◆ **WHAT THIS TASK INVOLVES**: Write out each line from the data below that includes the word "Terry".

◆ **RECORDS FOR THE EXERCISE**:
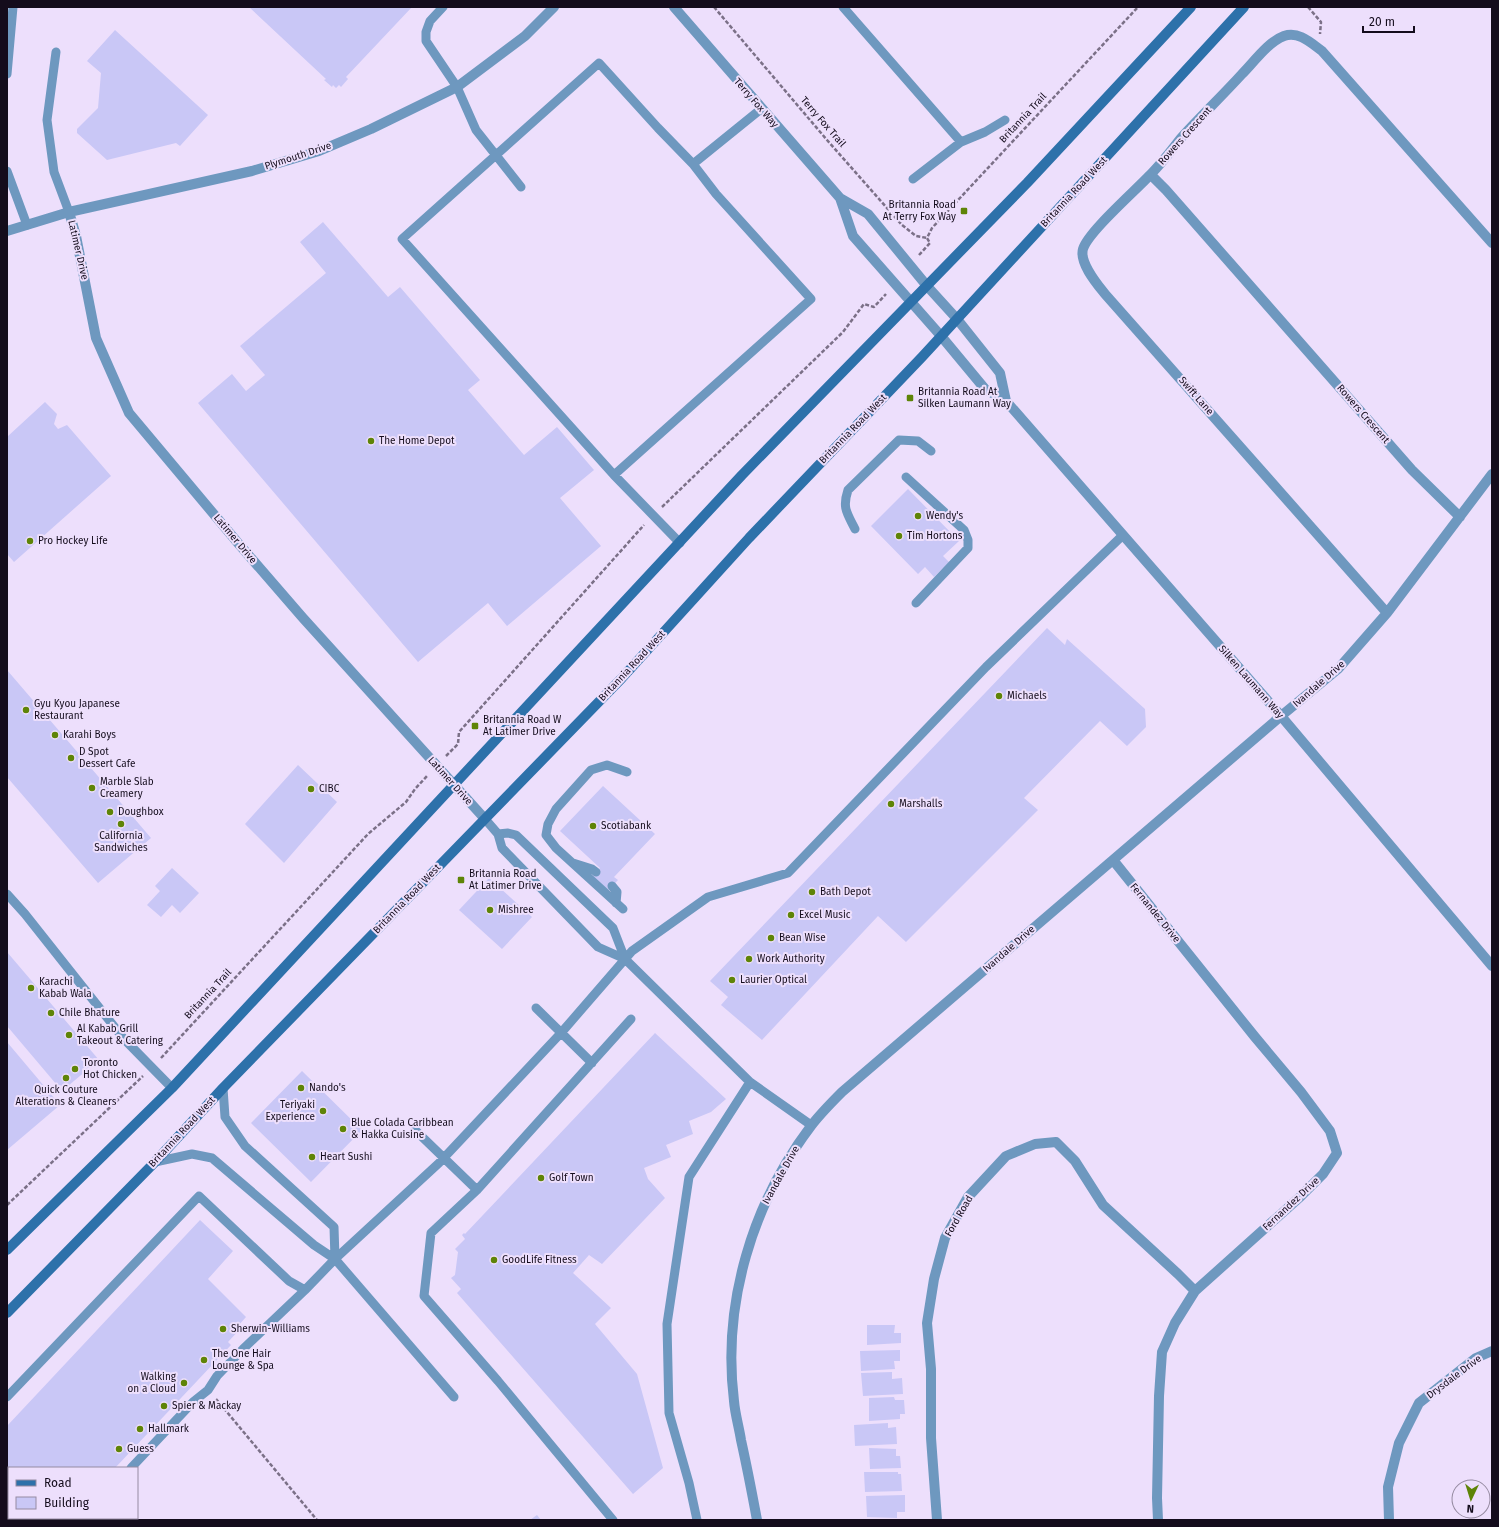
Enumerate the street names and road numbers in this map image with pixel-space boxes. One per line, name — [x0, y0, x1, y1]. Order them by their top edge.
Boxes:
street label: Terry Fox Way — [731, 76, 781, 130]
street label: Britannia Trail — [997, 90, 1049, 145]
street label: Terry Fox Trail — [798, 94, 848, 150]
street label: Rowers Crescent — [1156, 104, 1214, 168]
street label: Plymouth Drive — [263, 140, 333, 172]
street label: Britannia Road West — [1038, 154, 1110, 230]
street label: Latimer Drive — [65, 219, 91, 281]
street label: Swift Lane — [1176, 374, 1216, 418]
street label: Rowers Crescent — [1334, 382, 1392, 446]
street label: Britannia Road West — [817, 391, 890, 466]
street label: Latimer Drive — [211, 512, 259, 566]
street label: Britannia Road West — [596, 628, 668, 704]
street label: Silken Laumann Way — [1216, 643, 1286, 721]
street label: Ivandale Drive — [1291, 658, 1347, 710]
street label: Latimer Drive — [425, 754, 475, 808]
street label: Britannia Road West — [371, 861, 444, 936]
street label: Fernandez Drive — [1127, 881, 1183, 945]
street label: Ivandale Drive — [981, 923, 1037, 975]
street label: Britannia Trail — [182, 966, 234, 1021]
street label: Britannia Road West — [146, 1094, 218, 1170]
street label: Ivandale Drive — [760, 1144, 802, 1206]
street label: Fernandez Drive — [1260, 1175, 1322, 1233]
street label: Ford Road — [942, 1193, 976, 1239]
street label: Drysdale Drive — [1424, 1352, 1484, 1402]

◆ **YOUR RESPONSE**:
street label: Terry Fox Way — [731, 76, 781, 130]
street label: Terry Fox Trail — [798, 94, 848, 150]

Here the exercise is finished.